*** Block opens ***
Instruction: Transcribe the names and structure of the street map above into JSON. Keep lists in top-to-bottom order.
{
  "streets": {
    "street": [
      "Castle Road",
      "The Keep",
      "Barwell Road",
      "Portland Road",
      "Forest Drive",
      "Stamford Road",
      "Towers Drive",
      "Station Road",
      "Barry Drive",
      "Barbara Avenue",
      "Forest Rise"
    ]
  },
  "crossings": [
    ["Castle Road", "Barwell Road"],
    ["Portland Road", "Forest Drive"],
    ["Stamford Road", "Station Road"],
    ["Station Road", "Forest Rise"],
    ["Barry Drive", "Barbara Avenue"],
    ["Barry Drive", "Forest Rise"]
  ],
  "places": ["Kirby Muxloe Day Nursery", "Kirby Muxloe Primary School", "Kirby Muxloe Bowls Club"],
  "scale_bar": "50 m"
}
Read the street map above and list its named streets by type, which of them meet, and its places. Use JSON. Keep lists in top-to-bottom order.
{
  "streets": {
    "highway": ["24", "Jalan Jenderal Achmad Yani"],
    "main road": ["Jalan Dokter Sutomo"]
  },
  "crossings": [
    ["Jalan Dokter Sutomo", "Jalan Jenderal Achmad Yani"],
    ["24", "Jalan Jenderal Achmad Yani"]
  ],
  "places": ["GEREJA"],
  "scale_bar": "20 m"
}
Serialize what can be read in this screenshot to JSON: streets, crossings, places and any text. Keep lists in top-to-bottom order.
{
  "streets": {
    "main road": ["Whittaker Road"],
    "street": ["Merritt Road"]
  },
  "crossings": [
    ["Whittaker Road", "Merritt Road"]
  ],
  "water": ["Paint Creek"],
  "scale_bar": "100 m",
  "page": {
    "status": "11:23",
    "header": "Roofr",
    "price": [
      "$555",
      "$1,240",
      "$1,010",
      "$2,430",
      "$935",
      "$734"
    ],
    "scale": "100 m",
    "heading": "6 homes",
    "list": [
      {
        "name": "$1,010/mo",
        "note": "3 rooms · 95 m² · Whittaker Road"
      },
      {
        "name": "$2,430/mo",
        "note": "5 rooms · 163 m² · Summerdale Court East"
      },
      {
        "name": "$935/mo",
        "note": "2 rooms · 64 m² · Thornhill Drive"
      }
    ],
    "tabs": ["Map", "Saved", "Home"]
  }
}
*** Block closes ***
What the task requires
Repeat, exactly as they stand, the line that contains "Read the street" and all the lines after it in the data above.

Response
Read the street map above and list its named streets by type, which of them meet, and its places. Use JSON. Keep lists in top-to-bottom order.
{
  "streets": {
    "highway": ["24", "Jalan Jenderal Achmad Yani"],
    "main road": ["Jalan Dokter Sutomo"]
  },
  "crossings": [
    ["Jalan Dokter Sutomo", "Jalan Jenderal Achmad Yani"],
    ["24", "Jalan Jenderal Achmad Yani"]
  ],
  "places": ["GEREJA"],
  "scale_bar": "20 m"
}
Serialize what can be read in this screenshot to JSON: streets, crossings, places and any text. Keep lists in top-to-bottom order.
{
  "streets": {
    "main road": ["Whittaker Road"],
    "street": ["Merritt Road"]
  },
  "crossings": [
    ["Whittaker Road", "Merritt Road"]
  ],
  "water": ["Paint Creek"],
  "scale_bar": "100 m",
  "page": {
    "status": "11:23",
    "header": "Roofr",
    "price": [
      "$555",
      "$1,240",
      "$1,010",
      "$2,430",
      "$935",
      "$734"
    ],
    "scale": "100 m",
    "heading": "6 homes",
    "list": [
      {
        "name": "$1,010/mo",
        "note": "3 rooms · 95 m² · Whittaker Road"
      },
      {
        "name": "$2,430/mo",
        "note": "5 rooms · 163 m² · Summerdale Court East"
      },
      {
        "name": "$935/mo",
        "note": "2 rooms · 64 m² · Thornhill Drive"
      }
    ],
    "tabs": ["Map", "Saved", "Home"]
  }
}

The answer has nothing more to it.